Ciò che la Corte territoriale ha affermato è, in altri termini, che il quadro probatorio è univoco e neppure dall’imputato è stato fornito un contributo idoneo a scardinare la portata dimostrativa delle risultanze probatorie.
Per il resto, le critiche sviluppate in ricorso, a parte la stessa genericità di formulazione, si risolvono nella pretesa ad una rivalutazione delle risultanze istruttorie, preclusa in questa sede.

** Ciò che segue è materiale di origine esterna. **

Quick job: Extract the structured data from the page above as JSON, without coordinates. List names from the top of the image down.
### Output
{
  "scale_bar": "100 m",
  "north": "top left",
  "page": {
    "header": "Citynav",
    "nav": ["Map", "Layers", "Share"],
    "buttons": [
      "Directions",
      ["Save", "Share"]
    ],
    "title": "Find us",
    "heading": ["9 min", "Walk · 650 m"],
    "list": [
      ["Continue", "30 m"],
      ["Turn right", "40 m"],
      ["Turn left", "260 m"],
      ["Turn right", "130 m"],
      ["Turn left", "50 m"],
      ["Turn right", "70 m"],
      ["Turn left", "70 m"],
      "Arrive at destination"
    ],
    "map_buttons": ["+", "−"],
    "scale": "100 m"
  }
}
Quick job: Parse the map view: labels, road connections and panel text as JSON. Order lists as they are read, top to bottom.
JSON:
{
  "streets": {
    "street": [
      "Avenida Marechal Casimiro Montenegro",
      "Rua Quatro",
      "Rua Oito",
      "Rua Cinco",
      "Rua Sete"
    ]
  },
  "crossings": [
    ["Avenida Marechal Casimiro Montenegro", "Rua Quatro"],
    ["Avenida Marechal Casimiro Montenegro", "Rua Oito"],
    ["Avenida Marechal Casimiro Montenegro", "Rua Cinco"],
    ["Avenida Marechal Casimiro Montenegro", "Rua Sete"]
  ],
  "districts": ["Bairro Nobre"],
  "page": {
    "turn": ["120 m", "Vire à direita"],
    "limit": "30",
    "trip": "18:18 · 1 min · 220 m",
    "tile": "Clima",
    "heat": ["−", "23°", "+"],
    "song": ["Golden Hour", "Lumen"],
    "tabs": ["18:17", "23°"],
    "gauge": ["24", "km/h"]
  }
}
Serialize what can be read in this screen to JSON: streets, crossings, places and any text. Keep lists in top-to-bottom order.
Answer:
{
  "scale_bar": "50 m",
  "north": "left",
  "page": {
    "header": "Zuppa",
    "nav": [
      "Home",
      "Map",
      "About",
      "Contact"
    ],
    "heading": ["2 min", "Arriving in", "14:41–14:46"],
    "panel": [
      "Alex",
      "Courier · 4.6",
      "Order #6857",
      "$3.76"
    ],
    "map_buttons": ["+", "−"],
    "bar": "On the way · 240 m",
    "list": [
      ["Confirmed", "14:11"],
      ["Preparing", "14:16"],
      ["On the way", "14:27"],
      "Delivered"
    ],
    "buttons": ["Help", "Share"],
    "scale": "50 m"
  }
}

Alla pronuncia di inammissibilità consegue, ex art. 616 cod. proc. pen., la condanna del ricorrente al pagamento delle spese processuali, nonché al versamento, in favore della Cassa delle ammende, di una somma che, in ragione delle questioni dedotte, appare equo determinare in euro 3.000,00.
Del pari, il ricorrente va condannato alla rifusione delle spese sostenute dalle parti civili difese dall’AVV_NOTAIO nel giudizio di legittimità, che, in relazione all’attività svolta, vengono liquidate come da dispositivo. In relazione alle altre parti che sono comparse all’udienza di trattazione, ammesse al patrocinio a spese dello Stato, va ricordato come le Sezioni Unite di questa Corte abbiano chiarito che compete alla Corte di cassazione, ai sensi degli artt. 541 cod. proc. pen. e 110 del d.P.R. 30 maggio 2002, n. 115, pronunciare condanna generica dell’imputato al pagamento di tali spese in favore dell’Erario, mentre è
rimessa al giudice del rinvio, o a quello che ha pronunciato la sentenza passata in giudicato, la liquidazione delle stesse mediante l’emissione del decreto di pagamento ai sensi degli artt. 82 e 83 del citato d.P.R. (Sez. U, n. 5464 del 26/09/2019 – dep. 12/02/2020, COGNOME, Rv. 27776001).
P.Q.M.
Dichiara inammissibile il ricorso e condanna il ricorrente al pagamento delle spese processuali e della somma di euro 3.000,00 in favore della Cassa delle ammende. Condanna, inoltre, l’imputato alla rifusione delle spese di rappresentanza e difesa sostenute nel presente giudizio dalle parti civili difese dall’AVV_NOTAIO, che liquida in complessivi euro 5.000, oltre accessori di legge. Condanna, infine, l’imputato alla rifusione delle spese di rappresentanza e difesa sostenute nel presente giudizio dalle parti civili RAGIONE_SOCIALE e RAGIONE_SOCIALE, ammesse al patrocinio a spese dello Stato, nella misura che sarà liquidata dalla Corte di appello di Palermo con separato decreto di pagamento ai sensi degli artt. 82 e 83 d.p.r. 115/2002, disponendo il pagamento in favore dello Stato.